= Your assignment =
Scan the entries below. Report each line where the string "list" occurs.

= Entries shown =
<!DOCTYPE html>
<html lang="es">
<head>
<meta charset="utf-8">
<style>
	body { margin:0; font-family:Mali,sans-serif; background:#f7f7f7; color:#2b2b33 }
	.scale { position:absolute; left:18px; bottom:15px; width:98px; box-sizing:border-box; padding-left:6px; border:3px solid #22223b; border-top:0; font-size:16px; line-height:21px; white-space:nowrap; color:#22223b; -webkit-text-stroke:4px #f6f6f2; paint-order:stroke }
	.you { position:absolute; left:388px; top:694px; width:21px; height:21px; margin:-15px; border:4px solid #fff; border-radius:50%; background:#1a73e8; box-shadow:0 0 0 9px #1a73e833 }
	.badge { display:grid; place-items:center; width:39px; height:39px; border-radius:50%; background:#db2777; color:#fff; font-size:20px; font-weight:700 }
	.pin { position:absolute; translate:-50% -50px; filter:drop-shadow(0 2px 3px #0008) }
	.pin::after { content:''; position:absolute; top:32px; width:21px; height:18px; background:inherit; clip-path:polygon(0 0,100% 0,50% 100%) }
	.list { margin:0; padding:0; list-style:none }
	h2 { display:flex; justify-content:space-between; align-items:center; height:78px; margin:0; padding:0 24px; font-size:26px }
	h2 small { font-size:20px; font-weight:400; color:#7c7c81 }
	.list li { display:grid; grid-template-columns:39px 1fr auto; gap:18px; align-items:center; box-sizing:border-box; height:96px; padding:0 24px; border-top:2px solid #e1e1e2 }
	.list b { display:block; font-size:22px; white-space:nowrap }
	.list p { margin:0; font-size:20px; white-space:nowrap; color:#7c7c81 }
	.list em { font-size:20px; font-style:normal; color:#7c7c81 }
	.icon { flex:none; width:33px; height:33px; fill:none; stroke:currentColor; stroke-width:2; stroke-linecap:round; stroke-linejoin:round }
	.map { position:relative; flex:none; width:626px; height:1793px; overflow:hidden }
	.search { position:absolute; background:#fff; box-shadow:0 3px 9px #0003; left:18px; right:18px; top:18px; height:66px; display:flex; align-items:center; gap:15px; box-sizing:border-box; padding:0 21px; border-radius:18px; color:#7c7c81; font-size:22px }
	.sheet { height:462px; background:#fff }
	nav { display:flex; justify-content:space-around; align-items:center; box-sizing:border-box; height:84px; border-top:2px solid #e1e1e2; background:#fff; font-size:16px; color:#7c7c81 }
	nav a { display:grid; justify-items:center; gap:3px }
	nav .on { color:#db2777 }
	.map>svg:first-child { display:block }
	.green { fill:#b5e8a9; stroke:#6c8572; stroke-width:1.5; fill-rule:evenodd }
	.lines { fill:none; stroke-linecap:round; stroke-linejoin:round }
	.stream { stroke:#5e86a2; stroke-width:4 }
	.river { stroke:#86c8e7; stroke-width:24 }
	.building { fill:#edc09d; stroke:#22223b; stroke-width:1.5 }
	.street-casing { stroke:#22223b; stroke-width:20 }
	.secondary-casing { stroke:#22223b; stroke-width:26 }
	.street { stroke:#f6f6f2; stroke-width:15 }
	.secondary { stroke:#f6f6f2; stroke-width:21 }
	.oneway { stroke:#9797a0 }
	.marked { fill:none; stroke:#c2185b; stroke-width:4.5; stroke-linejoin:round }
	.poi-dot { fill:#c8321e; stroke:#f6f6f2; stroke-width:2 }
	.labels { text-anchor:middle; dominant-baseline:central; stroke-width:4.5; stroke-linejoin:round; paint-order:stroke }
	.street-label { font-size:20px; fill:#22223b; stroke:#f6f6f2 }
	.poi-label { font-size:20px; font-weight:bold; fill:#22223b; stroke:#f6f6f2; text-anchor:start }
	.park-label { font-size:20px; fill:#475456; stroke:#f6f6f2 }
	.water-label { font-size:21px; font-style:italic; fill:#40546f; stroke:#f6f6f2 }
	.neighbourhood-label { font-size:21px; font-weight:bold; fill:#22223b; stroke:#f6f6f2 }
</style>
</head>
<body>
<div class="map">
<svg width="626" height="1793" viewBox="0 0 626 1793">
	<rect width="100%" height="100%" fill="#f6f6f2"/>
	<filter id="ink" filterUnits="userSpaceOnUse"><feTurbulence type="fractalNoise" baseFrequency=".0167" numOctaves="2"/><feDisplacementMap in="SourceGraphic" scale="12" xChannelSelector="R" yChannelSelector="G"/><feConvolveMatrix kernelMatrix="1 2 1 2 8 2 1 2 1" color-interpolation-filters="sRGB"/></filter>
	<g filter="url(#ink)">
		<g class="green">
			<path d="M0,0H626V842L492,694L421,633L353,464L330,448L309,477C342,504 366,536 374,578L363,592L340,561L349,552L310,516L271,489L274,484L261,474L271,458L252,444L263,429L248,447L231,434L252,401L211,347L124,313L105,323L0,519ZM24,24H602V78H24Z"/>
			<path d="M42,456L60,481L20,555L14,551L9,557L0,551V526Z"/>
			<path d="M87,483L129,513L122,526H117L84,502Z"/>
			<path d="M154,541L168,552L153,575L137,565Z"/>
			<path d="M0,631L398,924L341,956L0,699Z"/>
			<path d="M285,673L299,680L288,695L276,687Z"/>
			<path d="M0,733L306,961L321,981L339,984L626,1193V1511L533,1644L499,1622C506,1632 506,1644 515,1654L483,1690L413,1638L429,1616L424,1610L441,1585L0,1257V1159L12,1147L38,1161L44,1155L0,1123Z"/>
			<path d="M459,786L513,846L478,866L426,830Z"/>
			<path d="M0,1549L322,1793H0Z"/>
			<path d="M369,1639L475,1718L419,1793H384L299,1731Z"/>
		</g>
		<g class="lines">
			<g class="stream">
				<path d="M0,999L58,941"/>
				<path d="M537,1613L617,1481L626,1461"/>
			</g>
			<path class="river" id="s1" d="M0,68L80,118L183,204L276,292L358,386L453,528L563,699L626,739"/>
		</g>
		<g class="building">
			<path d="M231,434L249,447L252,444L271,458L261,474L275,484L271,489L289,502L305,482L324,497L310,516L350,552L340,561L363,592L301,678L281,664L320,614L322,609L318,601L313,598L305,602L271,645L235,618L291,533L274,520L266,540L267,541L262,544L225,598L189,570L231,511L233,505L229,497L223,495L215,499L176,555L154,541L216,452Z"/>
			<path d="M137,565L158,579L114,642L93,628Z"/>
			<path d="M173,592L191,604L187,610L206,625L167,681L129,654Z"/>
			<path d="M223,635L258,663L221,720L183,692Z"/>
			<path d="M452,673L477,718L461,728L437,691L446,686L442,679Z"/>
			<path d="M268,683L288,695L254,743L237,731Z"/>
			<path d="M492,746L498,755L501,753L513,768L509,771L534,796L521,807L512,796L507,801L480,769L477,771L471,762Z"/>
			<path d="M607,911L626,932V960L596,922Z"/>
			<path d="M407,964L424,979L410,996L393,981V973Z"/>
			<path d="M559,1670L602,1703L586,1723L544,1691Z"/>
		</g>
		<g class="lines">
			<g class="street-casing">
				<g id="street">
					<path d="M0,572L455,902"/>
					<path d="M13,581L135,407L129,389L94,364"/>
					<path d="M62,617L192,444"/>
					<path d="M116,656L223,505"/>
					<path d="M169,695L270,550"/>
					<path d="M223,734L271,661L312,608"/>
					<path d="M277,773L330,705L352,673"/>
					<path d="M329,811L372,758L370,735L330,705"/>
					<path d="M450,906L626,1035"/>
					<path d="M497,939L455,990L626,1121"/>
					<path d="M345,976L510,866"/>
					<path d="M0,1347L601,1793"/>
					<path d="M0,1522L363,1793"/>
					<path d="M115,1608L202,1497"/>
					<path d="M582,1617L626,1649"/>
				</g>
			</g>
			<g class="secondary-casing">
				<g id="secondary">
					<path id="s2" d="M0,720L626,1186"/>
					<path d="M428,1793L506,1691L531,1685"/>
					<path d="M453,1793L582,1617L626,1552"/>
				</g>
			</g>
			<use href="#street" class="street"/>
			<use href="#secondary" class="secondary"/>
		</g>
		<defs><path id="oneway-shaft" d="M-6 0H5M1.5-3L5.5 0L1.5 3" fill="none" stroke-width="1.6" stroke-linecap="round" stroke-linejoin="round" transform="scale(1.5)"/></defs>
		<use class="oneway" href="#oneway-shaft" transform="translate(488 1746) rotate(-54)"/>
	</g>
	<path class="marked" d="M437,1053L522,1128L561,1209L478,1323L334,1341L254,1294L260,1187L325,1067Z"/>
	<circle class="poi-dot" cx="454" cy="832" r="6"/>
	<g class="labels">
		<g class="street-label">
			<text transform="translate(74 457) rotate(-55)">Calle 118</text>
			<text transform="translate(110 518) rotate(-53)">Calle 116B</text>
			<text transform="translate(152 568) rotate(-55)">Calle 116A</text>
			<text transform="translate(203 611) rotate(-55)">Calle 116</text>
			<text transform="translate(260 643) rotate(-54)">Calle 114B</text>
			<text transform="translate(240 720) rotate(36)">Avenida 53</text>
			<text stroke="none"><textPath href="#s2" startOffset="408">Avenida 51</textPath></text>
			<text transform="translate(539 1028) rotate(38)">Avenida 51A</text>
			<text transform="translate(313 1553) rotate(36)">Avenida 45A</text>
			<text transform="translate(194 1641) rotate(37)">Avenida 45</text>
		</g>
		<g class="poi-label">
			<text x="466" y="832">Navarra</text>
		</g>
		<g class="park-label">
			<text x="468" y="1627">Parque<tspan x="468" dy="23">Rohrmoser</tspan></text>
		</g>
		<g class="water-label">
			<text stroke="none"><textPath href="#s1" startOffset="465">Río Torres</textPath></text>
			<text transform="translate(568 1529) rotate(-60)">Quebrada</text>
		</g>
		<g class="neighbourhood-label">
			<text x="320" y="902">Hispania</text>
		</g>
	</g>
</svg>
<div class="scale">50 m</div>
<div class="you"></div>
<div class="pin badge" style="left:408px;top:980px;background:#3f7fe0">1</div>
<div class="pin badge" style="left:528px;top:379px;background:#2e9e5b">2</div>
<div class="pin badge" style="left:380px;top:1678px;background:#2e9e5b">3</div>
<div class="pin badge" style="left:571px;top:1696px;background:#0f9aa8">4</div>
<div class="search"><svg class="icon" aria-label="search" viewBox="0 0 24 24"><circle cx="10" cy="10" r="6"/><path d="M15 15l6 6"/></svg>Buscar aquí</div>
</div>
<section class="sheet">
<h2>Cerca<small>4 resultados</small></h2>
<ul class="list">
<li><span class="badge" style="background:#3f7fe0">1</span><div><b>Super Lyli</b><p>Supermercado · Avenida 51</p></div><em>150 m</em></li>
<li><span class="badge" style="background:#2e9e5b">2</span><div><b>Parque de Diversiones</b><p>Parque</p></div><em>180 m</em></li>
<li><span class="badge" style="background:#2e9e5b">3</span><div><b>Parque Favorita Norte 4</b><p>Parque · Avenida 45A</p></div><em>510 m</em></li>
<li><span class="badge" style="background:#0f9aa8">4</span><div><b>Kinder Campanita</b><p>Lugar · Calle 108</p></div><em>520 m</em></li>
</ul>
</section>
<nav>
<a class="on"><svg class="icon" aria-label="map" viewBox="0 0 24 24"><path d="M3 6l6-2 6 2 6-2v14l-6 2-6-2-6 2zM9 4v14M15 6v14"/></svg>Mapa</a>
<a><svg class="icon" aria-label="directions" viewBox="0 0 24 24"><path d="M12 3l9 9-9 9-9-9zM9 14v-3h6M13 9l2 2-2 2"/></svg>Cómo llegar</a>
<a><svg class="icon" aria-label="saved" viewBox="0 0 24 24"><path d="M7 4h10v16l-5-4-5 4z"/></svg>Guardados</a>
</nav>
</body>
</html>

= Your solution =
	.list { margin:0; padding:0; list-style:none }
	.list li { display:grid; grid-template-columns:39px 1fr auto; gap:18px; align-items:center; box-sizing:border-box; height:96px; padding:0 24px; border-top:2px solid #e1e1e2 }
	.list b { display:block; font-size:22px; white-space:nowrap }
	.list p { margin:0; font-size:20px; white-space:nowrap; color:#7c7c81 }
	.list em { font-size:20px; font-style:normal; color:#7c7c81 }
<ul class="list">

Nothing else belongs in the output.